In some implementations: one example of syntax table and semantics is shown below.


	Descriptor

	spatial_resampling( ) {
	vcm_spatial_resampling_filter_idx	ue(v)
	spatial_upsample_width	u(v)
	spatial_upsample_height	u(v)
	}

Wherein vcm_spatial_resampling_filter_idx may equal to k specifies the spatial resampling filter, as described in the following table.


k (ue(v) codeword)	Filter

0	No filter
10	Bicubic
11	Bilinear
110	. . .
111	. . .
. . .	. . .

In some implementations, the maximum length of the ue(v) codeword may be pre-defined. For example, if it is pre-defined to be equal to 2 or 3, the maximum number of possible filtering options (including no filtering) is 2 or 3 respectively.

In various embodiments in the present disclosure, u(v) may represent a variable-length unsigned integer, where “v” specifies the number of bits used to represent the value; and/or ue(v) may represent an unsigned exponential code (e.g., exponential-Golomb code), where “v” specifies the number of bits used to represent the value. In some implementations, the exponential-Golomb code is a variable-length coding scheme that uses fewer bits for smaller values and more bits for larger values, making it efficient for representing values that are likely to be.

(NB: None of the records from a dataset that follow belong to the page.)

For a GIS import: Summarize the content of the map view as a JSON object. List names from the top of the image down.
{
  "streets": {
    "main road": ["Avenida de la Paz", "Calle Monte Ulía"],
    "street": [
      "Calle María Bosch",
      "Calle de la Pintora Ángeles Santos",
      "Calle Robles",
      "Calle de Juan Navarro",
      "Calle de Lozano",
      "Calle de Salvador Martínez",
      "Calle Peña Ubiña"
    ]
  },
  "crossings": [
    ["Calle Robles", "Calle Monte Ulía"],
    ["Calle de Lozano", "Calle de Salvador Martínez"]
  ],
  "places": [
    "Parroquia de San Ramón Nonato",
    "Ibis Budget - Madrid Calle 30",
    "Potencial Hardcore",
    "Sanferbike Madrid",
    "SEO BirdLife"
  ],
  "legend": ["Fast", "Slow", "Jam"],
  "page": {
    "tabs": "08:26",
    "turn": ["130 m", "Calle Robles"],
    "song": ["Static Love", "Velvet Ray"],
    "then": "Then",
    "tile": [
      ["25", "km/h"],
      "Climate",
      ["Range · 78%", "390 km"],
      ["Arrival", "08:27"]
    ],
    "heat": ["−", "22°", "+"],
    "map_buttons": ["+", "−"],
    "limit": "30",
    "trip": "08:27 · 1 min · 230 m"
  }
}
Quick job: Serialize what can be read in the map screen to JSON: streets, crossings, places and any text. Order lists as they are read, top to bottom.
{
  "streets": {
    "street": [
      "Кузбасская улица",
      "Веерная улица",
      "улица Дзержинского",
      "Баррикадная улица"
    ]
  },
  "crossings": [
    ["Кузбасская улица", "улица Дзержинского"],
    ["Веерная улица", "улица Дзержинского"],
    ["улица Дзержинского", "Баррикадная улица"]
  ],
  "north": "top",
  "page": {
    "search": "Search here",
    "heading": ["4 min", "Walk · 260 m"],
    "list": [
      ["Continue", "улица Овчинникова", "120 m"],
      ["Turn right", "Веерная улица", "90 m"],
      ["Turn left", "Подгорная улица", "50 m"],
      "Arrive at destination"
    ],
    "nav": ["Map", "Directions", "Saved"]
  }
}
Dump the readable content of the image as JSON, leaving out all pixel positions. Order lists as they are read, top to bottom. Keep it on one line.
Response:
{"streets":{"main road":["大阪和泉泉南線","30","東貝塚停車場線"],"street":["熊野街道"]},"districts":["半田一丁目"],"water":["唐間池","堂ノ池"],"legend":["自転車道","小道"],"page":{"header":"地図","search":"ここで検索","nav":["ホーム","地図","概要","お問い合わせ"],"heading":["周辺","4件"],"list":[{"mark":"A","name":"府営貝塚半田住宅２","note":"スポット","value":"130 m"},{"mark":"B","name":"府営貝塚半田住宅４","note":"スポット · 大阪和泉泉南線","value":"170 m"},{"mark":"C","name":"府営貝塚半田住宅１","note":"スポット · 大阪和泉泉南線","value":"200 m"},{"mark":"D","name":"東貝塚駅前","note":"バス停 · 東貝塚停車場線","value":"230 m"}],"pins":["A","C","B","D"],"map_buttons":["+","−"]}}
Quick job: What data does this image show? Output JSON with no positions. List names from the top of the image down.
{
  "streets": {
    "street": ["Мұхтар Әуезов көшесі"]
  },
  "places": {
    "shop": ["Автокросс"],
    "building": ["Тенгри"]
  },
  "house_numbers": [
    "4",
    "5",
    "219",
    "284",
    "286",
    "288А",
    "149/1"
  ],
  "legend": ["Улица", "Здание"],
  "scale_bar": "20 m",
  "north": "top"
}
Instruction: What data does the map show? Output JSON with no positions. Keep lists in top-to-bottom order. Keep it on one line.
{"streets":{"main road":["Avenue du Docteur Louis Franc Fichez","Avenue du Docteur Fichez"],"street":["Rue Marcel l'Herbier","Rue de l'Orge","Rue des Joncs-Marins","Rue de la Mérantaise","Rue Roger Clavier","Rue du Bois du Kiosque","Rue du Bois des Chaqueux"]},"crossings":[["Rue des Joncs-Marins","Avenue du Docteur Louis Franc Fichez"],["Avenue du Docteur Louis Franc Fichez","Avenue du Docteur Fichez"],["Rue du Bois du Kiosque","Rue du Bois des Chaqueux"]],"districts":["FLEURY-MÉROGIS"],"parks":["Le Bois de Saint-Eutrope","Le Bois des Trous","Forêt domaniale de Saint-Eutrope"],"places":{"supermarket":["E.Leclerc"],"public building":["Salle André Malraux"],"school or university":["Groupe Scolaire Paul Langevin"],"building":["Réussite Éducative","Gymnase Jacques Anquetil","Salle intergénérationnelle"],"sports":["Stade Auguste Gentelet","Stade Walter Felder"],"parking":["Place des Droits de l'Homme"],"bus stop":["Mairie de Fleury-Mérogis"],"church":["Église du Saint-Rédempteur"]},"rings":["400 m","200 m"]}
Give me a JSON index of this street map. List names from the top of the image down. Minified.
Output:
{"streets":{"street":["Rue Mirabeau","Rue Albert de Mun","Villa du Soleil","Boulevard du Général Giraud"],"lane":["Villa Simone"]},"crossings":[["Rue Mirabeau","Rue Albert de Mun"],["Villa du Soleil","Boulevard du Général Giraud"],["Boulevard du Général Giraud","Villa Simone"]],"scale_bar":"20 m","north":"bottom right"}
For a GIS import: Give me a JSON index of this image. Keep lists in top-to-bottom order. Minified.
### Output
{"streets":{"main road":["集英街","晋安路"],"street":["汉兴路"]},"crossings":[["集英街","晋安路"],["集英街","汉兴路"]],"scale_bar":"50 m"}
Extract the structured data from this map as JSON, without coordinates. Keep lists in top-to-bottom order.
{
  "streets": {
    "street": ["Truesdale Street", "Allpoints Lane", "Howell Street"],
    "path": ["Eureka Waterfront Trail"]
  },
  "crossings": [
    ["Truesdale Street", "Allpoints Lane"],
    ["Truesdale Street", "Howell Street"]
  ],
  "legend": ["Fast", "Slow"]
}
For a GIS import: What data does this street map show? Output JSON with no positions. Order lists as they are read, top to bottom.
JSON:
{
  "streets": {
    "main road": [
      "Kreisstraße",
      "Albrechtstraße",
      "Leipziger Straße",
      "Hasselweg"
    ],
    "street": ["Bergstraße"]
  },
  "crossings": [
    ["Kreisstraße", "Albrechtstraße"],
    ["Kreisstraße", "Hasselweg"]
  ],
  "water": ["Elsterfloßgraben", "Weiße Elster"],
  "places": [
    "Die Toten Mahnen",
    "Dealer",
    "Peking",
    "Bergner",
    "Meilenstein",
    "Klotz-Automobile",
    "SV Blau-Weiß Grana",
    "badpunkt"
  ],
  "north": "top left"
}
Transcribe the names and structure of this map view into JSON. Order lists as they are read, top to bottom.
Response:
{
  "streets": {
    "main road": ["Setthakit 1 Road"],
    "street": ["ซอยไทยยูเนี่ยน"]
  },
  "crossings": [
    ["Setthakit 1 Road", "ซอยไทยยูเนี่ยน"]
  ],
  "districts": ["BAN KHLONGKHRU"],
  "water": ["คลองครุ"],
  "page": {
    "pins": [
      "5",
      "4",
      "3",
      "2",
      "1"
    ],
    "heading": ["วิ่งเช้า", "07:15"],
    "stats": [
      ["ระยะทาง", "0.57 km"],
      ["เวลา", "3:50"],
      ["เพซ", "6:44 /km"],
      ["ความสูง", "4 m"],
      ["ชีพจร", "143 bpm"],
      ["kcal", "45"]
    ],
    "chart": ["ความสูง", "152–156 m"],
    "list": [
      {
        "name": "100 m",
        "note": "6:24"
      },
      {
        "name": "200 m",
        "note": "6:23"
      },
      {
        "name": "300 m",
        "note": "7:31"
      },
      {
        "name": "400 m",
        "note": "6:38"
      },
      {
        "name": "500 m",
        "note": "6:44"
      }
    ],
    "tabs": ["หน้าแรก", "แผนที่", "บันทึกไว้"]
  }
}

In some implementations: another example of syntax table and semantics is shown below.


	Descriptor

	spatial_resampling( ) {
	vcm_spatial_resampling_flag	u(1)
	if ( vcm_spatial_resampling_flag ) {
	vcm_spatial_resampling_filter_idx	ue(v)
	spatial_upsample_width	u(v)
	spatial_upsample_height	u(v)
	}
	}

In some implementations: another example of syntax table and semantics is shown below.


	Descriptor

	spatial_resampling( ) {
	vcm_spatial_resampling_flag	u(1)
	if ( vcm_spatial_resampling_flag ) {
	spatial_upsample_width	u(v)
	spatial_upsample_height	u(v)
	vcm_spatial_resampling_filter_idx	ue(v)
	}
	}

Wherein, vcm_spatial_resampling_filter_idx may equal to k specifies the spatial resampling filter, as described in the following table.


k (ue(v) codeword)	Filter

0	bicubic
10	bilinear
11	. . .
110	. . .
111	. . .
. . .	. . .

In some implementations, the maximum length of the ue(v) codeword may be pre-defined. For example, if it is pre-defined to be equal to 2 or 3, then the maximum number of possible filters is 2 or 3 respectively.

In some implementations: another example of syntax table and semantics is shown below.


	Descriptor

	spatial_resampling( ) {
	vcm_spatial_resampling_filter_idx	ue(v)
	}

Wherein, vcm_spatial_resampling_filter_idx may equal to k specifies the spatial resampling filter, as described in the following table.


k (ue(v) codeword)	Filter

0	No filter
10	Conventional filter
11	Learned filter

In some implementations: another example of syntax table and semantics is shown below.


	Descriptor

	spatial_resampling( ) {
	vcm_spatial_resampling_filter_type	ue(v)
	vcm_spatial_resampling_filter_idx	ue(v)
	}

wherein, vem_spatial_resampling_filter_type may equal to 0 specifies the spatial resampling filter is not used, vcm_spatial_resampling_filter_type equal to 1 specifies that one of the conventional filter is used, vem_spatial_resampling_filter_type equal to 2 specifies that one of the learned filter is used; and vem_spatial_resampling_filter_idx may equal to k specifies the resampling filter, as described in the following table:


k (ue(v) codeword)	Filter

0	Filter 1
10	Filter 2
11	Filter 3

In some implementations, the maximum length of the ue(v) codeword may be pre-defined. For example, if it is pre-defined to be equal to 2 or 3, the maximum number of possible filters is 2 or 3 respectively.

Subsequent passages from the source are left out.